This collection addresses how models from ancient Greece and Rome have permeated Irish political discourse in the century since 1916. The 1916 Easter Rising, when Irish nationalists rose up against British imperial forces, became almost instantly mythologized in Irish political memory as a turning point in the nation's history that paved the way for Irish independence. Its centenary has provided a natural point for reflection on Irish politics, and this volume
highlights an unexplored element in Irish political discourse, namely its frequent reliance on, reference to, and tensions with classical Greek and Roman models. Topics covered include the reception and rejection of classical culture in Ireland; the politics of Irish language engagement with Greek and
Roman models; the intersection of Irish literature with scholarship in Classics and Celtic Studies; the use of classical referents to articulate political inequalities across gender, sexual, and class hierarchies; meditations on the Northern Irish conflict through classical literature; and the political implications of neoclassical material culture in Irish society.

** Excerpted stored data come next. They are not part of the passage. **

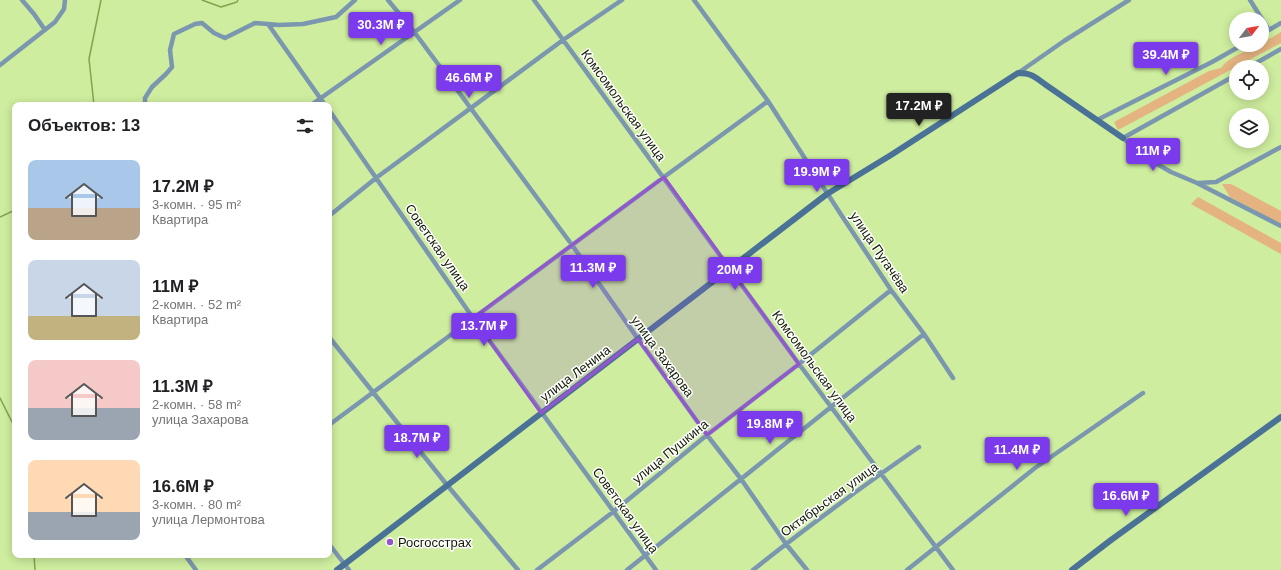 <!DOCTYPE html>
<html lang="ru">
<head>
<meta charset="utf-8">
<style>
	:root { --surface:#fff; --page:#f2f2f2; --text:#202124; --muted:#757577; --accent:#7c3aed }
	body { margin:0; font-family:Arial,sans-serif; background:var(--page); color:var(--text); height:100vh; display:flex; flex-direction:column; font-size:15px; white-space:nowrap }
	* { box-sizing:border-box; margin:0 }
	p { font-size:13px; color:var(--muted) }
	.icon { flex:none; width:22px; height:22px; fill:none; stroke:currentColor; stroke-width:2; stroke-linecap:round; stroke-linejoin:round }
	.map { position:relative; flex:1; overflow:hidden }
	.details { position:absolute; left:12px; top:102px; width:320px; height:456px; display:flex; flex-direction:column; background:var(--surface); border-radius:8px; box-shadow:0 2px 10px #0003 }
	.details>* { flex:none }
	.needle { width:26px; rotate:59deg }
	.tools { position:absolute; left:1229px; top:12px; display:grid; gap:8px }
	.tools a { display:grid; place-items:center; width:40px; height:40px; border-radius:50%; background:var(--surface); box-shadow:0 2px 10px #0003; font-size:20px }
	.price { position:absolute; translate:-50% -34px; padding:0 9px; border-radius:4px; background:var(--accent); color:#fff; font-size:13px; line-height:26px; filter:drop-shadow(0 1px 2px #0008) }
	.price::after { content:''; position:absolute; left:50%; top:24px; width:12px; height:9px; margin-left:-6px; background:inherit; clip-path:polygon(0 0,100% 0,50% 100%) }
	.price.selected { background:#222; color:#fff }
	ul { padding:0; list-style:none }
	li { display:flex; align-items:center; gap:12px; height:100px; padding:0 16px }
	li span { display:grid; place-items:center; flex:none; width:112px; height:80px; border-radius:8px; color:#555 }
	li>.icon { margin-inline-start:auto }
	span .icon { width:48px; height:48px; fill:#fffc; stroke-width:1 }
	li b { font-size:17px }
	h2 { display:flex; justify-content:space-between; align-items:center; height:48px; padding:0 16px; font-size:17px }
	.map>svg:first-child { display:block }
	.green { fill:#e4b381 }
	.lines { fill:none; stroke-linecap:round; stroke-linejoin:round }
	.stream { stroke:#84a34d; stroke-width:1.5 }
	.street { stroke:#7b96af; stroke-width:4.5 }
	.secondary { stroke:#497296; stroke-width:6 }
	.marked { fill:#9456cc; fill-opacity:0.2; stroke:#9456cc; stroke-width:3; stroke-linejoin:round }
	.poi-dot { fill:#9456cc; stroke:#fff; stroke-width:1.5 }
	.labels { text-anchor:middle; stroke-width:3; stroke-linejoin:round; paint-order:stroke }
	.street-label { font-size:13px; fill:#111b00; stroke:#fff }
	.poi-label { font-size:13px; fill:#111b00; stroke:#fff; text-anchor:start }
</style>
</head>
<body>
<div class="map">
<svg width="1281" height="570" viewBox="0 0 1281 570">
	<rect width="100%" height="100%" fill="#ceed9e"/>
	<path class="green" d="M 1281,32 L 1281,43 L 1118,130 L 1114,122 L 1209,71 L 1221,68 C 1228,57 1249,49 1262,47 L 1269,39 Z
		M 1222,184 L 1231,184 L 1281,211 L 1281,224 L 1230,197 Z
		M 1198,197 L 1281,243 L 1281,254 L 1191,204 Z"/>
	<g class="lines">
		<path class="stream" d="M 202,0 L 221,7 L 237,2 L 238,0
			M 94,105 L 89,59 L 101,0
			M 0,217 L 15,210
			M 0,398 L 15,428
			M 34,555 L 35,570"/>
		<path class="street" d="M 22,0 L 34,14 L 45,30
			M 388,0 L 415,33 L 572,245 L 638,339 L 707,435 L 741,479 L 786,544 L 807,570
			M 534,0 L 799,364 L 953,570
			M 694,0 L 768,101 L 840,213 L 891,290 L 924,334 L 953,378
			M 1250,0 L 1269,30
			M 268,24 L 279,25 L 303,24 L 336,17 L 355,0
			M 1262,34 L 1281,23
			M 0,65 L 55,22 L 64,9 L 65,0
			M 1249,67 L 1281,49
			M 1018,73 L 1064,41 L 1129,0
			M 1236,75 L 1123,138 L 1145,157 L 1171,172 L 1197,183 L 1281,226
			M 143,105 L 145,103 L 145,98 L 152,87 L 166,74 L 172,67 L 170,50 L 174,34 L 195,24 L 202,23 L 214,33 L 225,38 L 255,23 L 268,24 L 325,105
			M 311,105 L 460,0
			M 329,110 L 473,318 L 656,570
			M 1097,120 L 1212,62 L 1242,45
			M 1198,183 L 1216,182 L 1281,147
			M 329,216 L 376,178 L 563,40 L 622,0
			M 329,337 L 447,485 L 518,570
			M 329,425 L 664,177 L 768,101
			M 329,544 L 349,570
			M 185,555 L 196,570
			M 537,570 L 613,512 L 707,435 L 799,364 L 891,290
			M 627,570 L 831,407 L 924,334
			M 753,570 C 807,527 863,486 919,447
			M 907,570 L 1035,468 L 1143,393"/>
		<path class="secondary" d="M 337,570 L 827,194 L 891,155 L 1018,73 C 1032,73 1035,77 1046,85 L 1123,138
			M 1072,570 L 1111,540 L 1281,417"/>
	</g>
	<path class="marked" d="M 664,177 L 799,364 L 707,435 L 638,339 L 541,413 L 473,318 Z"/>
	<circle class="poi-dot" cx="390" cy="542" r="4"/>
	<g class="labels">
		<g class="street-label">
			<text transform="translate(624 105) rotate(54)" y="5">Комсомольская улица</text>
			<text transform="translate(438 247) rotate(55)" y="5">Советская улица</text>
			<text transform="translate(880 252) rotate(56)" y="5">улица Пугачёва</text>
			<text transform="translate(663 356) rotate(54)" y="5">улица Захарова</text>
			<text transform="translate(815 366) rotate(54)" y="5">Комсомольская улица</text>
			<text transform="translate(575 373) rotate(-37)" y="5">улица Ленина</text>
			<text transform="translate(670 451) rotate(-39)" y="5">улица Пушкина</text>
			<text transform="translate(829 499) rotate(-36)" y="5">Октябрьская улица</text>
			<text transform="translate(626 510) rotate(54)" y="5">Советская улица</text>
		</g>
		<g class="poi-label">
			<text x="398" y="547">Росгосстрах</text>
		</g>
	</g>
</svg>
<div class="tools">
<a><svg class="needle" viewBox="-14 -14 28 28"><path d="M0-13l5 13h-10z" fill="#e53935"/><path d="M0 13l5-13h-10z" fill="#757577"/></svg></a>
<a><svg class="icon" aria-label="locate" viewBox="0 0 24 24"><circle cx="12" cy="12" r="6"/><path d="M12 2v4M12 18v4M2 12h4M18 12h4"/></svg></a>
<a><svg class="icon" aria-label="layers" viewBox="0 0 24 24"><path d="M12 4l9 5-9 5-9-5zM3 14l9 5 9-5"/></svg></a>
</div>
<b class="price" style="left:381px;top:46px">30.3M ₽</b>
<b class="price" style="left:1166px;top:76px">39.4M ₽</b>
<b class="price" style="left:469px;top:99px">46.6M ₽</b>
<b class="price selected" style="left:919px;top:127px">17.2M ₽</b>
<b class="price" style="left:1153px;top:172px">11M ₽</b>
<b class="price" style="left:817px;top:193px">19.9M ₽</b>
<b class="price" style="left:593px;top:289px">11.3M ₽</b>
<b class="price" style="left:735px;top:291px">20M ₽</b>
<b class="price" style="left:484px;top:347px">13.7M ₽</b>
<b class="price" style="left:770px;top:445px">19.8M ₽</b>
<b class="price" style="left:417px;top:459px">18.7M ₽</b>
<b class="price" style="left:1017px;top:471px">11.4M ₽</b>
<b class="price" style="left:1126px;top:517px">16.6M ₽</b>
<section class="details">
<h2>Объектов: 13<svg class="icon" aria-label="filters" viewBox="0 0 24 24"><path d="M4 7h16M4 17h16"/><circle cx="9" cy="7" r="2"/><circle cx="15" cy="17" r="2"/></svg></h2>
<ul>
<li><span style="background:linear-gradient(#a9c7e8 60%,#b9a48a 0)"><svg class="icon" aria-label="home" viewBox="0 0 24 24"><path d="M3 11l9-7 9 7M6 9v11h12V9"/></svg></span><div><b>17.2M ₽</b><p>3-комн. · 95 m²</p><p>Квартира</p></div></li>
<li><span style="background:linear-gradient(#c9d6e8 70%,#c2b280 0)"><svg class="icon" aria-label="home" viewBox="0 0 24 24"><path d="M3 11l9-7 9 7M6 9v11h12V9"/></svg></span><div><b>11M ₽</b><p>2-комн. · 52 m²</p><p>Квартира</p></div></li>
<li><span style="background:linear-gradient(#f6c9c9 60%,#9aa5b1 0)"><svg class="icon" aria-label="home" viewBox="0 0 24 24"><path d="M3 11l9-7 9 7M6 9v11h12V9"/></svg></span><div><b>11.3M ₽</b><p>2-комн. · 58 m²</p><p>улица Захарова</p></div></li>
<li><span style="background:linear-gradient(#ffd9b3 65%,#9aa5b1 0)"><svg class="icon" aria-label="home" viewBox="0 0 24 24"><path d="M3 11l9-7 9 7M6 9v11h12V9"/></svg></span><div><b>16.6M ₽</b><p>3-комн. · 80 m²</p><p>улица Лермонтова</p></div></li>
</ul>
</section>
</div>
</body>
</html>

As the only country colonized by Britain with a pre-existing indigenous heritage of expertise in classical languages and
literature, postcolonial Ireland represents a unique case in the field of classical reception. This book opens a window on a rich and varied dialogue between significant figures in Irish cultural history and the Greek and Roman sources that have inspired them, a dialogue that is firmly rooted in Ireland's
historical past and continues to be ever-evolving.